The situation is laying a clear picture in front of us. On one side, government officials talk about people-to-people exchange and praise the historical friendship between China and Africa. On the other side – the grassroots side – Chinese people continuously impose their discrimination against Africans through words and actions; and Africans under such suppression have no choice but to riot and strive for their basic human rights in China. Or thousands of miles away, some African government may even decide to raid the Chinese trader communities in order to retaliate.
What a messy picture of misunderstandings! When will the vicious circle stop?
UPDATE: Jun 20th, 2012
Additional thoughts: I hope to let the Africans in China know this. When protesting in the public, it is really not wise to block the road to cause traffic congestion.

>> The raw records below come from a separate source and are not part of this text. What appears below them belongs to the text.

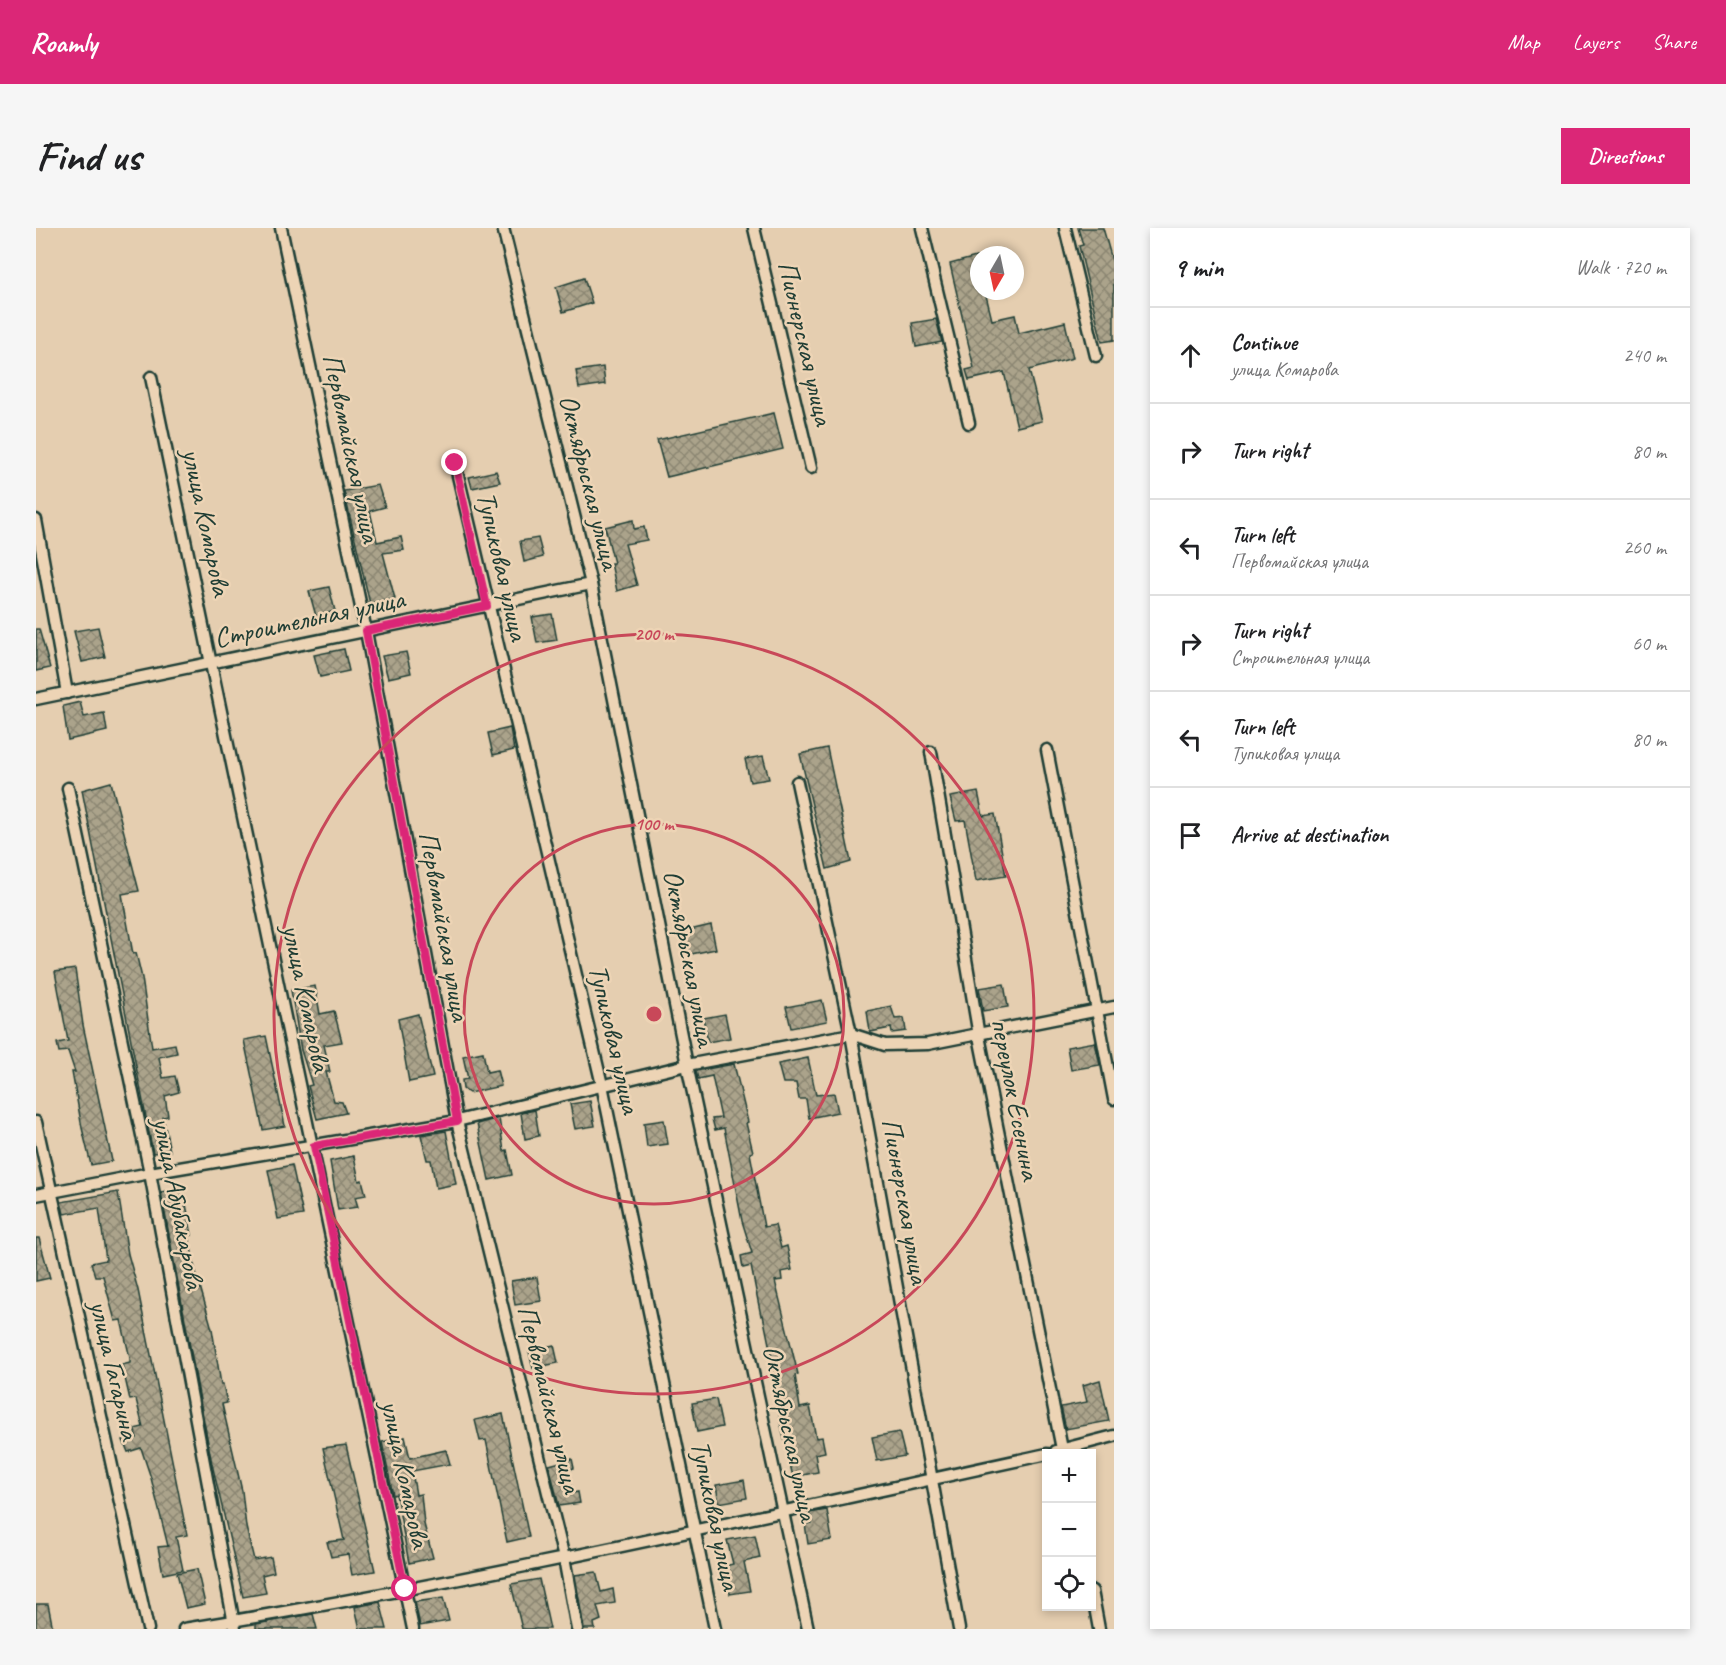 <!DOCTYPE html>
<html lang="en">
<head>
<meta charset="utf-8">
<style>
	body { margin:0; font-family:Caveat,sans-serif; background:#f6f6f6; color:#202124 }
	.controls { position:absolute; right:18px; bottom:18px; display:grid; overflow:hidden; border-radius:0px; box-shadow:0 3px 9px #0003 }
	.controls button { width:54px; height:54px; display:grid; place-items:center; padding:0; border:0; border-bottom:2px solid #e0e0e0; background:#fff; color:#202124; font:30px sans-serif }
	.compass { position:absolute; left:934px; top:18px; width:54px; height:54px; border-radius:50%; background:#fff; box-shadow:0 3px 9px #0003; rotate:189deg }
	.stop { position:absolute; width:18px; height:18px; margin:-14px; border:4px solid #db2777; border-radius:50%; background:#fff }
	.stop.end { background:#db2777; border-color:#fff; box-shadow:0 2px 6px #0008 }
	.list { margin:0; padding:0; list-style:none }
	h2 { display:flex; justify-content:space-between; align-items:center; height:78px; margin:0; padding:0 24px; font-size:26px }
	h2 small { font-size:20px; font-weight:400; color:#757577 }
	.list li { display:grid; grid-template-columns:39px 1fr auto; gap:18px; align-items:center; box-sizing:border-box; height:96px; padding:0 24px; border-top:2px solid #e0e0e0 }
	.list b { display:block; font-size:22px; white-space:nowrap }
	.list p { margin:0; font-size:20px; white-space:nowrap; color:#757577 }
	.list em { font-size:20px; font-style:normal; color:#757577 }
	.icon { flex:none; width:33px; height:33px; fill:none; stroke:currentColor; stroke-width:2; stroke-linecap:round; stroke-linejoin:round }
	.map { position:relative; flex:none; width:1078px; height:1401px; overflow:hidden; border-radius:0px }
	header { display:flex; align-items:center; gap:36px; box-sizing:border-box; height:84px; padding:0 30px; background:#db2777; color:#fff }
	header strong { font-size:28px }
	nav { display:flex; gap:33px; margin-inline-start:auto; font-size:21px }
	.intro { display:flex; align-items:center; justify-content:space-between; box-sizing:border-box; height:144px; padding:0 36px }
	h1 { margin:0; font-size:42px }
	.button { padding:15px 27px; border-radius:0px; background:#db2777; color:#fff; font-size:21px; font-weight:700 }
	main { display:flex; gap:36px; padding:0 36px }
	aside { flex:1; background:#fff; border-radius:0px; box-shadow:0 3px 9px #0003 }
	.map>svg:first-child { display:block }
</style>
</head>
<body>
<header>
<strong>Roamly</strong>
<nav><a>Map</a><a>Layers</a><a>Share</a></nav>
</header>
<div class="intro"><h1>Find us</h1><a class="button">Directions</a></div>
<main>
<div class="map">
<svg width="1078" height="1401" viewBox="0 0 1078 1401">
	<defs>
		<pattern id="building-cross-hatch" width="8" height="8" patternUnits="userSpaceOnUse" patternTransform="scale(1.5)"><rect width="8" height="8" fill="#aba38b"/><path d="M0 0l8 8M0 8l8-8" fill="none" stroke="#8b8672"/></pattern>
	</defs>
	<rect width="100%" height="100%" fill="#e5ceb0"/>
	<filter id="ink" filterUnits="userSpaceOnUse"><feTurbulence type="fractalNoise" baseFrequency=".0167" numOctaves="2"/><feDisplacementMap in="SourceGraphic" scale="12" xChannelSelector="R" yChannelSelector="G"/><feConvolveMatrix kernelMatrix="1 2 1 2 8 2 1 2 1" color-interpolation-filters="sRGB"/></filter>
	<g filter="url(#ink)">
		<!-- building -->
		<g fill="url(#building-cross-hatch)" stroke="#1f3d34" stroke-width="1.5">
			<polygon points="1042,0 1067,0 1078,39 1078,112 1066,114 1043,18 1047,17"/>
			<polygon points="940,29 943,63 949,63 956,92 979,87 983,105 1029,94 1037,130 993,142 1006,193 981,199 968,144 933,152 930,142 938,140 914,36"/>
			<polygon points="548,50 556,75 527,84 520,59"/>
			<polygon points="900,91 906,114 880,119 876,95"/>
			<polygon points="567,139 569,156 543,160 540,143"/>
			<polygon points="738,185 747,221 631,249 621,212"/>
			<polygon points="460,243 464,254 436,260 433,249"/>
			<polygon points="342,257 349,279 334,283 341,314 365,309 368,322 347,325 359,371 334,376 308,263"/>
			<polygon points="597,292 598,301 608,299 611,312 589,316 601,357 581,363 575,335 578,335 569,299"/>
			<polygon points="502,310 507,329 488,334 484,313"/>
			<polygon points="293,359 299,383 280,388 273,363"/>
			<polygon points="516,386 521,412 501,415 496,389"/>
			<polygon points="62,399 69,429 46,434 38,403"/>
			<polygon points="0,401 3,401 14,440 0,443"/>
			<polygon points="308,421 313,443 284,449 278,427"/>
			<polygon points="370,424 375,445 352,450 346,428"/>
			<polygon points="44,474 48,489 68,485 71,503 32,512 27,478"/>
			<polygon points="474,500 478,522 457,527 452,505"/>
			<polygon points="791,520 815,634 791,641 764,526"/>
			<polygon points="727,528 733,551 714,554 709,531"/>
			<polygon points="75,554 103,663 86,666 97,726 100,725 106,750 116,820 139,816 141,825 123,829 127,850 139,848 143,864 129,868 132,888 127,889 134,923 117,925 46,562"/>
			<polygon points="942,564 947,588 959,586 970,648 940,653 929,592 920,593 914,569"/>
			<polygon points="675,697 680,721 650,727 645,704"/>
			<polygon points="39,741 47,797 76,933 55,937 46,900 36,844 39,844 32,823 23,824 21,815 32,813 19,744"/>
			<polygon points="968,756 972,779 947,783 943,760"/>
			<polygon points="279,758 284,786 298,783 306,814 288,817 294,844 290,844 298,873 306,874 310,885 281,891 272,858 276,857 265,822 255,762"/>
			<polygon points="786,772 791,793 755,800 750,779"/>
			<polygon points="855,778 859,791 868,790 870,803 856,805 855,800 834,804 831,783"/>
			<polygon points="382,786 397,849 373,854 362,791"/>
			<polygon points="689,786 694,810 672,814 667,790"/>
			<polygon points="230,808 249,898 227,902 208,812"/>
			<polygon points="1059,814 1064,837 1035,842 1031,819"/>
			<polygon points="447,824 451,844 461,842 465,858 433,865 427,861 426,852 432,851 427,828"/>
			<polygon points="772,830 780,867 798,865 802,884 773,890 770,871 763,871 760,855 747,855 742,836"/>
			<polygon points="698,836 712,894 710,895 717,924 714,925 728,999 739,997 745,1020 751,1018 756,1042 745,1044 746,1052 739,1053 762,1146 759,1147 764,1180 774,1178 780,1210 786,1209 789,1224 779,1226 782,1244 757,1249 744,1193 740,1150 727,1087 725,1088 715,1038 707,1040 705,1028 716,1025 706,993 688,900 679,902 676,891 685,890 676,848 662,851 660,843"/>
			<polygon points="554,873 559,898 539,901 534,876"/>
			<polygon points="499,882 503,908 489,911 485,885"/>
			<polygon points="463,890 468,923 471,922 476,947 453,952 441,896"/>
			<polygon points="628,892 632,916 611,919 608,895"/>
			<polygon points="410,903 420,956 400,960 395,932 391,932 385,907"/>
			<polygon points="318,928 323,953 326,952 330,967 319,969 322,979 302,982 294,933"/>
			<polygon points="256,937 267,987 242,991 232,942"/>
			<polygon points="147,961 156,1007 153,1007 158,1037 176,1101 185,1156 187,1156 191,1175 186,1176 206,1263 210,1299 218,1332 235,1329 238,1344 226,1347 230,1365 207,1369 176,1236 125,964"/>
			<polygon points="82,964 92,1026 102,1062 151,1307 140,1309 147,1342 127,1346 122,1319 132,1318 115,1250 105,1220 92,1224 87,1212 101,1210 98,1201 107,1199 100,1171 94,1172 86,1137 94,1135 94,1130 85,1092 79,1093 67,1048 59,1048 55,1035 70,1032 63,980 28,986 25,974"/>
			<polygon points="0,1010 3,1010 14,1050 0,1053"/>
			<polygon points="501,1049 505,1073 479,1077 475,1053"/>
			<polygon points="518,1117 522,1135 497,1140 493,1123"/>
			<polygon points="1064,1152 1073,1193 1030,1201 1025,1179 1051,1174 1047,1157"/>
			<polygon points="680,1171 686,1199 661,1204 656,1175"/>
			<polygon points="467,1186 493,1309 471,1314 450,1212 444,1213 439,1192"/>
			<polygon points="863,1204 869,1228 841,1233 836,1209"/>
			<polygon points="369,1209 374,1230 410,1222 414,1236 376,1243 380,1267 385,1266 388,1296 397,1330 373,1335 360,1266 357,1267 346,1214"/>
			<polygon points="310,1217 339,1343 316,1347 312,1326 295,1329 291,1314 308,1312 287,1220"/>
			<polygon points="536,1231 538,1240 532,1242 537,1265 542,1264 544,1275 523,1278 513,1237"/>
			<polygon points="708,1252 711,1270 683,1275 680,1257"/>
			<polygon points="791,1282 796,1312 772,1316 769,1296 776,1295 773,1285"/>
			<polygon points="719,1307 724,1330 708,1334 714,1363 694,1366 689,1338 697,1336 691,1312"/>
			<polygon points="161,1341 169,1376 150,1380 141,1345"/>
			<polygon points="560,1344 565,1364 577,1361 579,1375 561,1378 565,1392 558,1395 559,1401 548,1401 539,1347"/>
			<polygon points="503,1351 514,1401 486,1401 475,1356"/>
			<polygon points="407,1370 413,1393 384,1398 379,1374"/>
			<polygon points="344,1374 351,1401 324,1401 319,1379"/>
			<polygon points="0,1376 12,1376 17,1401 0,1401"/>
			<polygon points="277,1386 281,1401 220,1401 220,1396"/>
		</g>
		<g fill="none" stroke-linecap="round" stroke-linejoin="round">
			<!-- street casing -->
			<g stroke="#1f3d34" stroke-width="15">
				<g id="street">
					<polyline points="245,0 330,403 421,893 528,1330 541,1401"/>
					<polyline points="467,0 555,356 651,837 772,1401"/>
					<polyline points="718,0 775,240"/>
					<polyline points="886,0 933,195"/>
					<polyline points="1029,0 1060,128"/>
					<polyline points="115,149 377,1401"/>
					<polyline points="419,235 566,857 679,1401"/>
					<polyline points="0,292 31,465"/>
					<polyline points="0,471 555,356"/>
					<polyline points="1011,522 1078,871"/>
					<polyline points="895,524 943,808 1027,1226"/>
					<polyline points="761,554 815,806 923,1401"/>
					<polyline points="32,560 114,945 199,1401"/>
					<polyline points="0,894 112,1401"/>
					<polyline points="0,967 114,945 421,893 651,837 815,806 849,817 892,816 1078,779"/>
					<polyline points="1020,1223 1078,1208"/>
					<polyline points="1056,1363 1063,1401"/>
					<path d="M148,1401C438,1354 724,1288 1011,1226"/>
				</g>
			</g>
			<!-- street -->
			<use href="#street" stroke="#edd4b5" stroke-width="10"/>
		</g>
	</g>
	<g fill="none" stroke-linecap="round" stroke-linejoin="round" filter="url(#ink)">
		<!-- route -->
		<polyline stroke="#db2777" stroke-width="8" points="369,1361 278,918 421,893 330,403 451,378 419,235"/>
	</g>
	<!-- distance rings -->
	<g fill="none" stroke="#c84859" stroke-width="3">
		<circle cx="618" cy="786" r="190"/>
		<circle cx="618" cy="786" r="380"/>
	</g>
	<g text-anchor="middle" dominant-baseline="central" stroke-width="5" stroke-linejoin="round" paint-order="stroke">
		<!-- street labels -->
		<g font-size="28" fill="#1f3d34" stroke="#edd4b5">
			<text transform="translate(770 115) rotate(77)">Пионерская улица</text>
			<text transform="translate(316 220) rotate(78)">Первомайская улица</text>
			<text transform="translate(554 254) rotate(76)">Октябрьская улица</text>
			<text transform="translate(171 294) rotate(78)">улица Комарова</text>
			<text transform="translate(467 338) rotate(77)">Тупиковая улица</text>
			<text transform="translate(273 390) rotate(-12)">Строительная улица</text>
			<text transform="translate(409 698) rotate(80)">Первомайская улица</text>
			<text transform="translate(654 730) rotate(79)">Октябрьская улица</text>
			<text transform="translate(271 770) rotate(78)">улица Комарова</text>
			<text transform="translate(579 811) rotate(77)">Тупиковая улица</text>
			<text transform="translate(980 871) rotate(79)">переулок Есенина</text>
			<text transform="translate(870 973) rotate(80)">Пионерская улица</text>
			<text transform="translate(143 975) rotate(79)">улица Абубакарова</text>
			<text transform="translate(79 1142) rotate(77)">улица Гагарина</text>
			<text transform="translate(514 1171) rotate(76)">Первомайская улица</text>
			<text transform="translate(755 1205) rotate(78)">Октябрьская улица</text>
			<text transform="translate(370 1246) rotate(78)">улица Комарова</text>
			<text transform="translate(680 1287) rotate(78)">Тупиковая улица</text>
		</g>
	</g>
	<circle cx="618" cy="786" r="9" fill="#c84859" stroke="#edd4b5" stroke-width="3"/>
	<g font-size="18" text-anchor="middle" font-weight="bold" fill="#c84859" stroke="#edd4b5" stroke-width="5" stroke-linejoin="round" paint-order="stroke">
		<text x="618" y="412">200 m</text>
		<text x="618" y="602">100 m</text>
	</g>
</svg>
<div class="controls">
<button>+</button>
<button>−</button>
<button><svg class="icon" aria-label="locate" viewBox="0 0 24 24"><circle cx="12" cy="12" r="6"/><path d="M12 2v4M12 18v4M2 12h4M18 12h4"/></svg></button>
</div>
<svg class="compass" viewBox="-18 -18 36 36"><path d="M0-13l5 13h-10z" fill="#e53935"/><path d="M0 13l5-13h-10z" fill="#757577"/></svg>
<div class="stop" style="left:369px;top:1361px"></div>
<div class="stop end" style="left:419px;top:235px"></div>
</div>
<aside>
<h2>9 min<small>Walk · 720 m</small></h2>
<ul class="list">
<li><svg class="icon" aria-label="ahead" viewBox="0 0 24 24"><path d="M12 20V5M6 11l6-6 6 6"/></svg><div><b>Continue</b><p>улица Комарова</p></div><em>240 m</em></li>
<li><svg class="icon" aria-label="right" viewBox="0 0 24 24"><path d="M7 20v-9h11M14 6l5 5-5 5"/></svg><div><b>Turn right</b></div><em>80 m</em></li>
<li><svg class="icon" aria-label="left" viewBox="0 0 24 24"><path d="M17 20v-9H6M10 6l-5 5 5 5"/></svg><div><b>Turn left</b><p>Первомайская улица</p></div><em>260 m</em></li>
<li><svg class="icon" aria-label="right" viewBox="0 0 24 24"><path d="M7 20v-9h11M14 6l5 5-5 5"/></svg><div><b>Turn right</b><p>Строительная улица</p></div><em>60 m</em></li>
<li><svg class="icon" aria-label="left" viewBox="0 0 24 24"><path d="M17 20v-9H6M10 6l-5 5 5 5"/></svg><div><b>Turn left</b><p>Тупиковая улица</p></div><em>80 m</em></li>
<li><svg class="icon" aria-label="arrive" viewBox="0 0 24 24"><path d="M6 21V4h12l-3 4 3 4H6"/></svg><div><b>Arrive at destination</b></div></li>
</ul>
</aside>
</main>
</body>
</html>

Chinese people are not used to public protest, and they wouldn’t tolerate a group of foreigners (especially Africans who they dislike) to block the traffic in China for any justified reason. Given the discrimination against Africans amongst the general public, what Africans were doing on the 19th June will only increase Chinese’ antipathy against the African communities in Guangzhou.  I have already seen Chinese commenting on this incident online, and the comments are generally negative, nationalist and racist. We shouldn’t let this trend to continue.